Эти слова произвели на меня глубочайшее впечатление, тем более что резко контрастировали с моими чувствами, и я сказал:
– Мой повелитель, нет в мире человека отважнее тебя, как нет в мире того, кто был бы столь же тверд в стремлении поддерживать истинную веру.
– Почему ты так говоришь? – спросил он.
Я ответил:
– Что касается смелости, то я вижу, что моему повелителю неведом страх, который море вызывает у других, а что касается твоего желания служить истинной вере, то я вижу, что моему повелителю недостаточно изгнать врагов Аллаха из одного конкретного места. Тебе хотелось бы очистить весь мир от непокорных ему и воюющих против него. Не позволишь ли ты мне поведать, о чем я думаю?
Султан согласился, и я описал ему все чувства, которые меня посетили, после чего добавил:
– Разумеется, намерения моего покровителя прекрасны. Посади на корабль свое воинство, и пусть плывут, но ты, столп и оплот ислама, не должен подвергать себя опасности и рисковать своей жизнью.
Султан ответил:
– Какая смерть, спрашиваю я тебя, является самой славной?
– Смерть на пути Аллаха, – сказал я.
– В таком случае, – воскликнул он, – самое худшее, что меня ждет, – это самая славная из смертей.

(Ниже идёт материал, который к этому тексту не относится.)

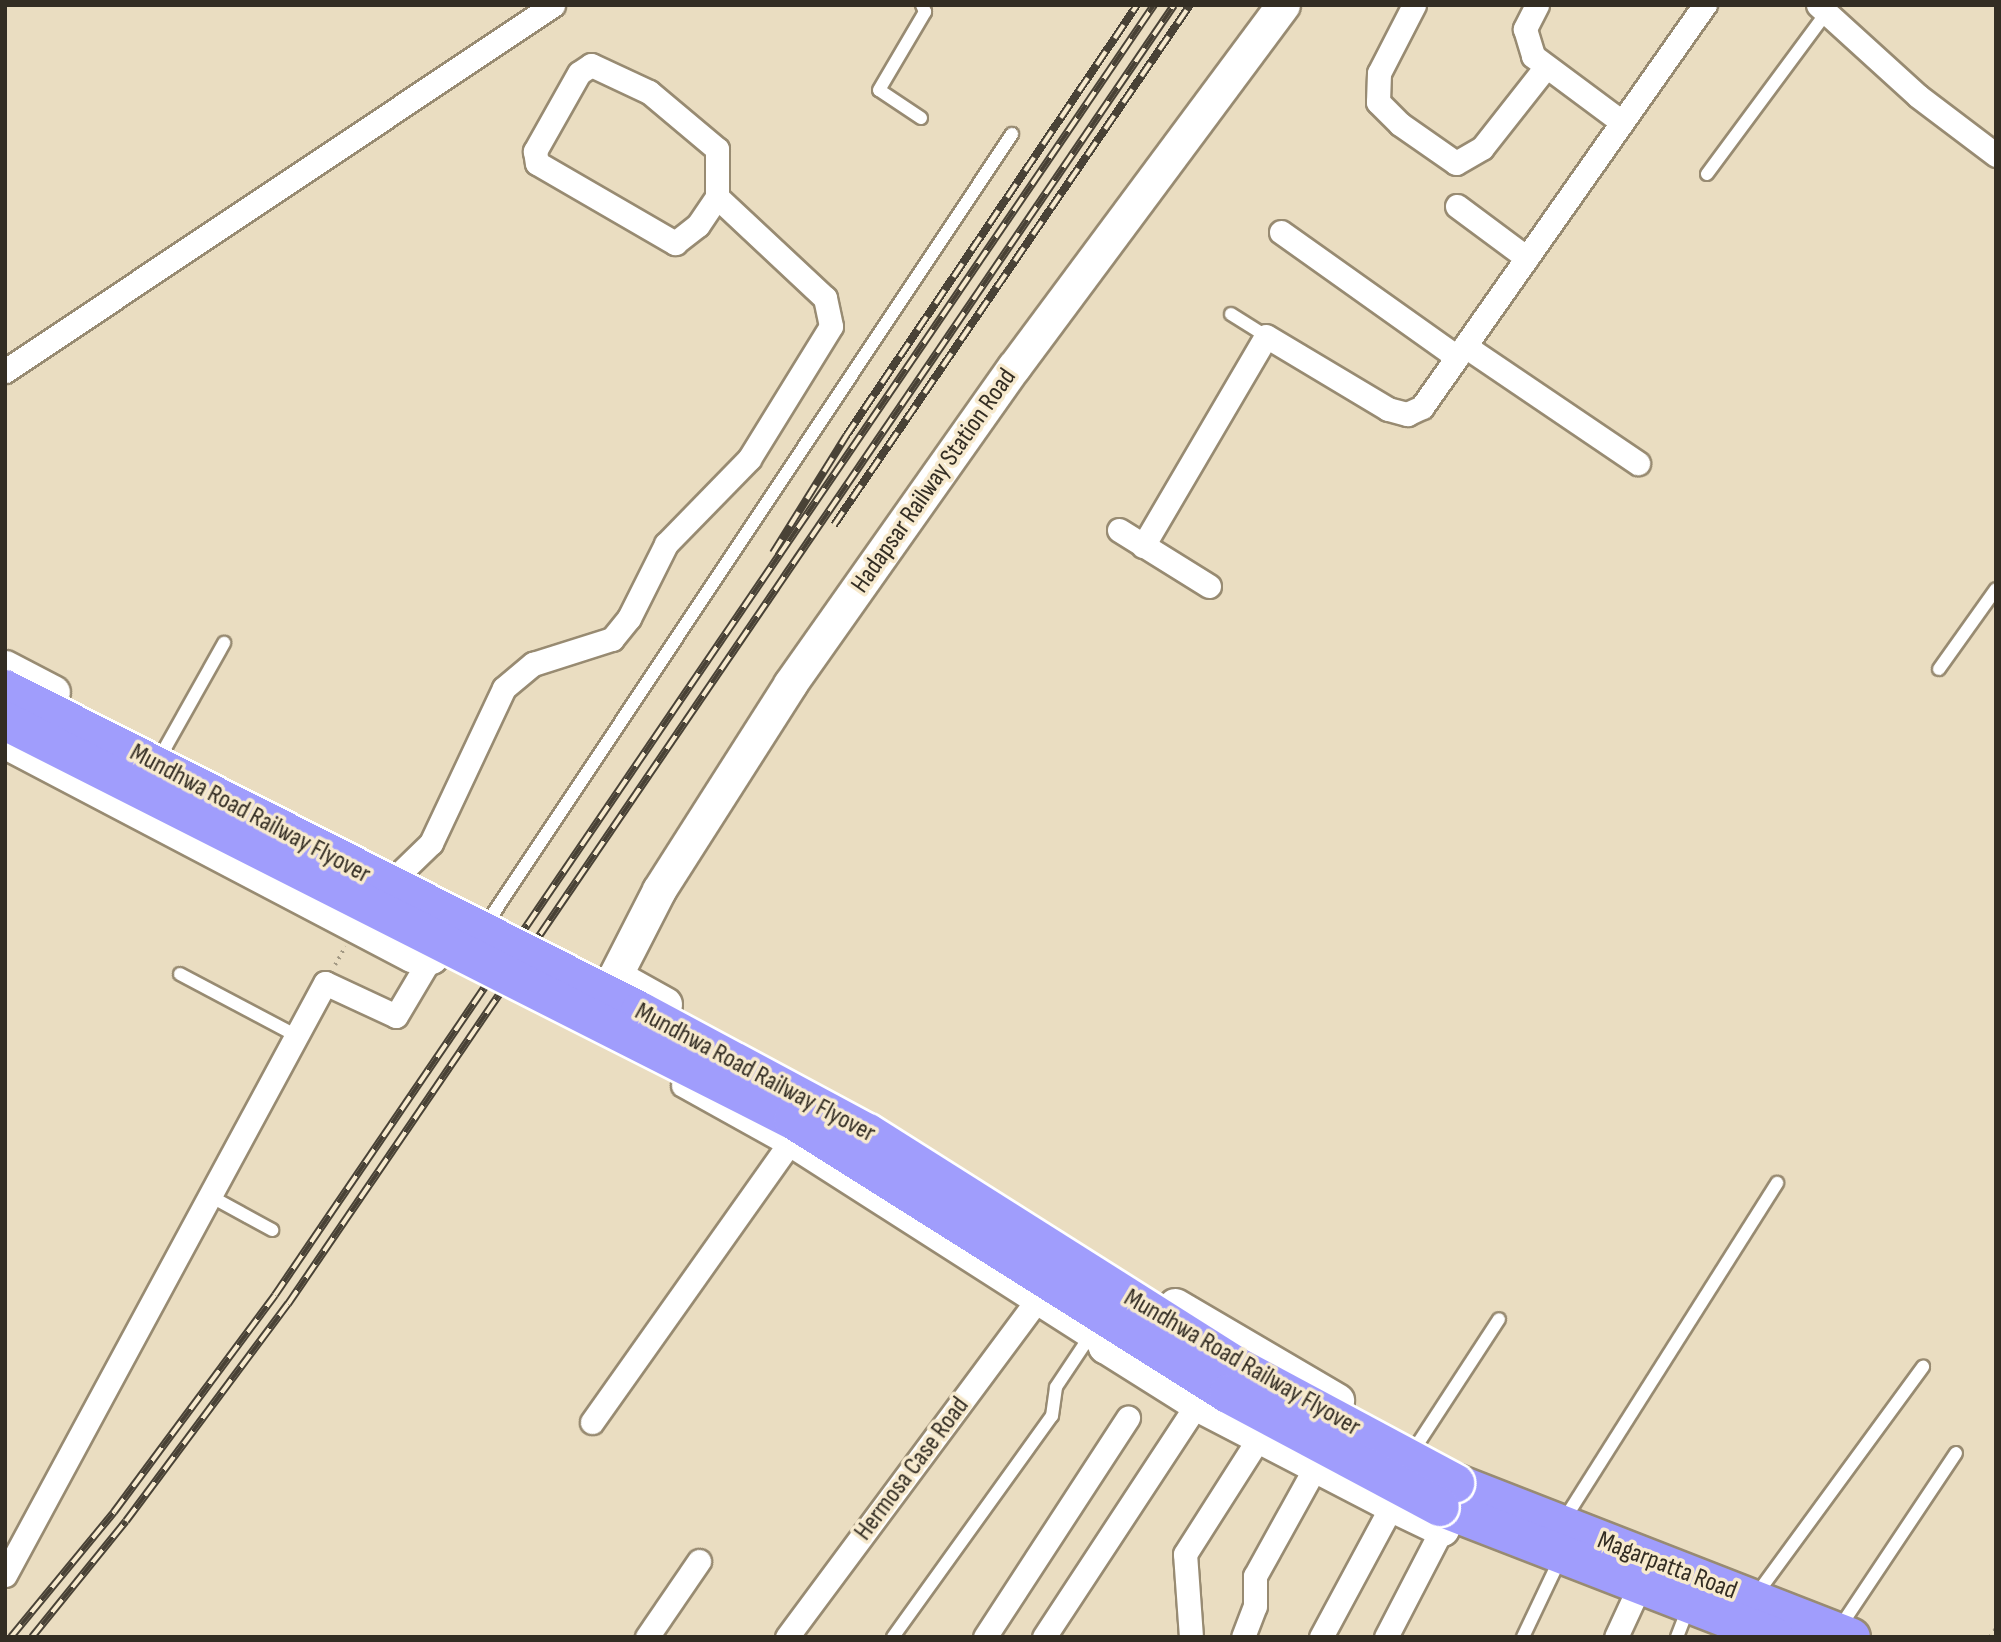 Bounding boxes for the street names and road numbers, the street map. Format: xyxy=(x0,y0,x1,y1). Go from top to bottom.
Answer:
street label: Hadapsar Railway Station Road xyxy=(845,363,1023,599)
street label: Mundhwa Road Railway Flyover xyxy=(124,737,376,891)
street label: Mundhwa Road Railway Flyover xyxy=(629,996,881,1150)
street label: Mundhwa Road Railway Flyover xyxy=(1118,1283,1366,1443)
street label: Hermosa Case Road xyxy=(848,1391,976,1547)
street label: Magarpatta Road xyxy=(1593,1525,1741,1607) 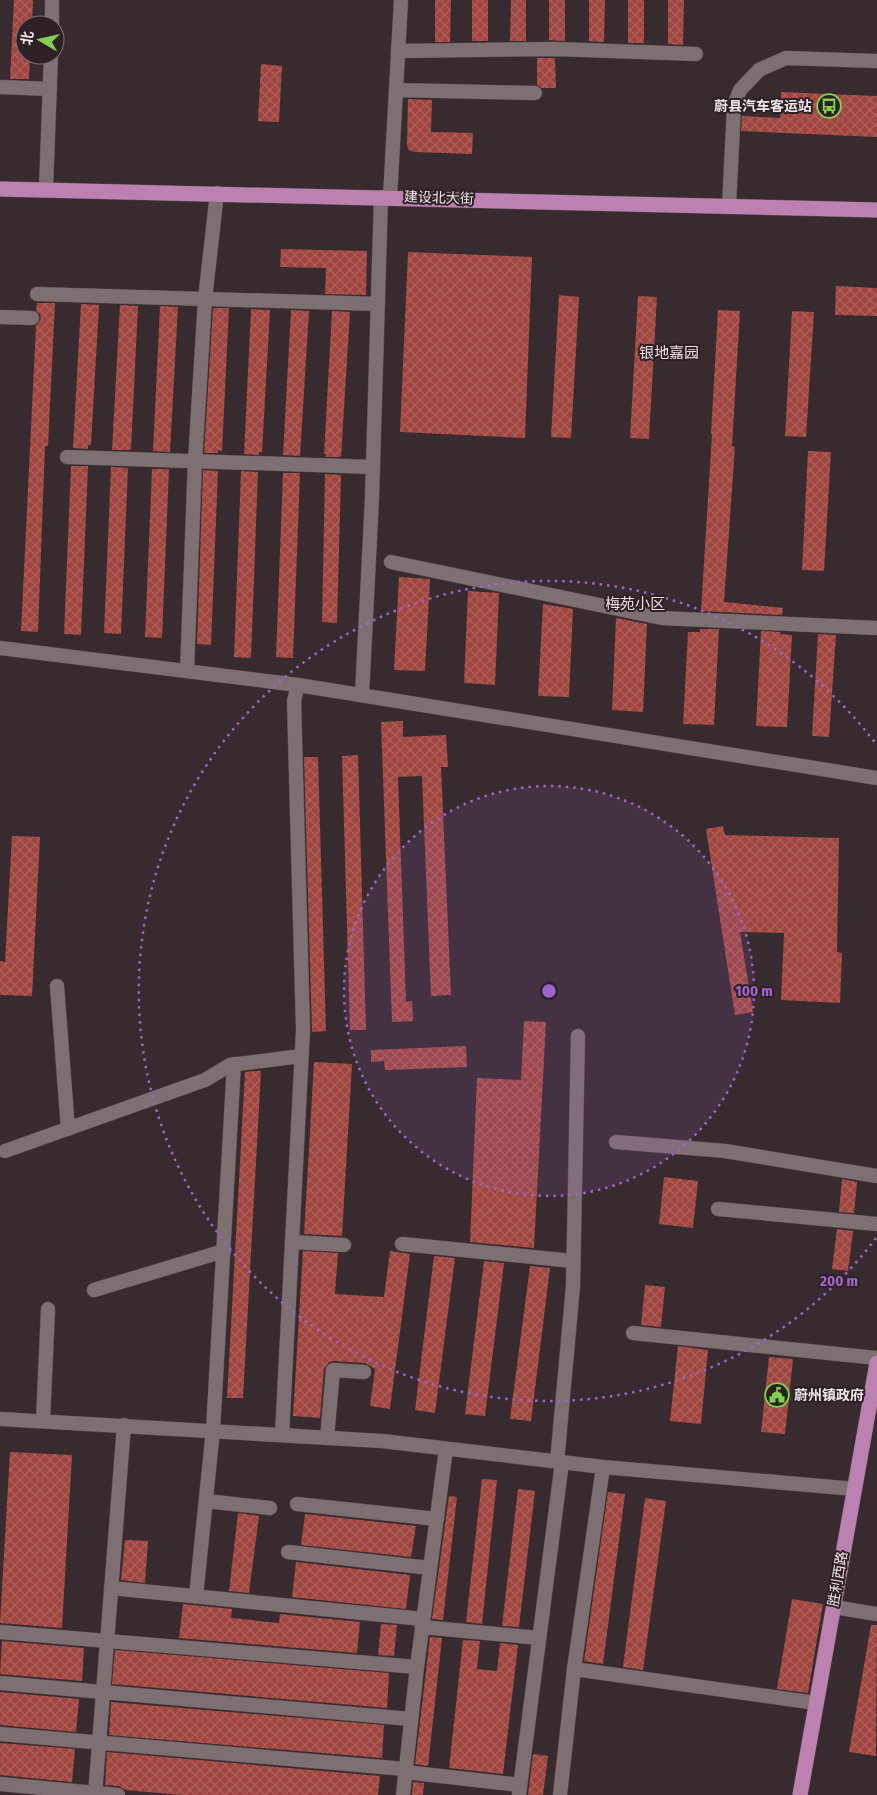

Какие благородные чувства! Какая чистая, мужественная и исполненная отваги душа! Великий Боже, Тебе ведомо, что он не жалел сил, защищая твою веру, и что он сделал все, дабы заслужить твою милость. Будь же милостив к нему ты, который милостивее всех милостивых.
Всемогущий Аллах сказал: «К тем, которые… затем боролись и терпели, – поистине твой Господь после этого прощающ милосерд» (Коран XVI, 111). Я видел нашего султана на равнине Акры, ужасно страдающим от болезни, все его тело покрылось гнойниками от пояса до колен, и это не позволяло ему сидеть. Он мог лишь лежать на боку. Ему не могли подать еду, потому что он был не в состоянии сесть за стол. Поэтому он велел раздавать свою пищу людям, которые там были. Его походный шатер стоял неподалеку от врага. Расставив армию в боевом порядке, поделив ее на центр, правый и левый фланги, он не покидал седла с раннего утра до дневной молитвы, проводя смотры своим отрядам, а затем с третьего часа пополудни и до заката вновь проводил время в седле. В течение всего этого времени от терпеливо сносил великую боль, которую причиняли ему болезненные нарывы. Я был потрясен этим, но он все время повторял: «Когда я в седле, то не чувствую боли, она возвращается, только когда я спешиваюсь». Какое доказательство благосклонности Аллаха!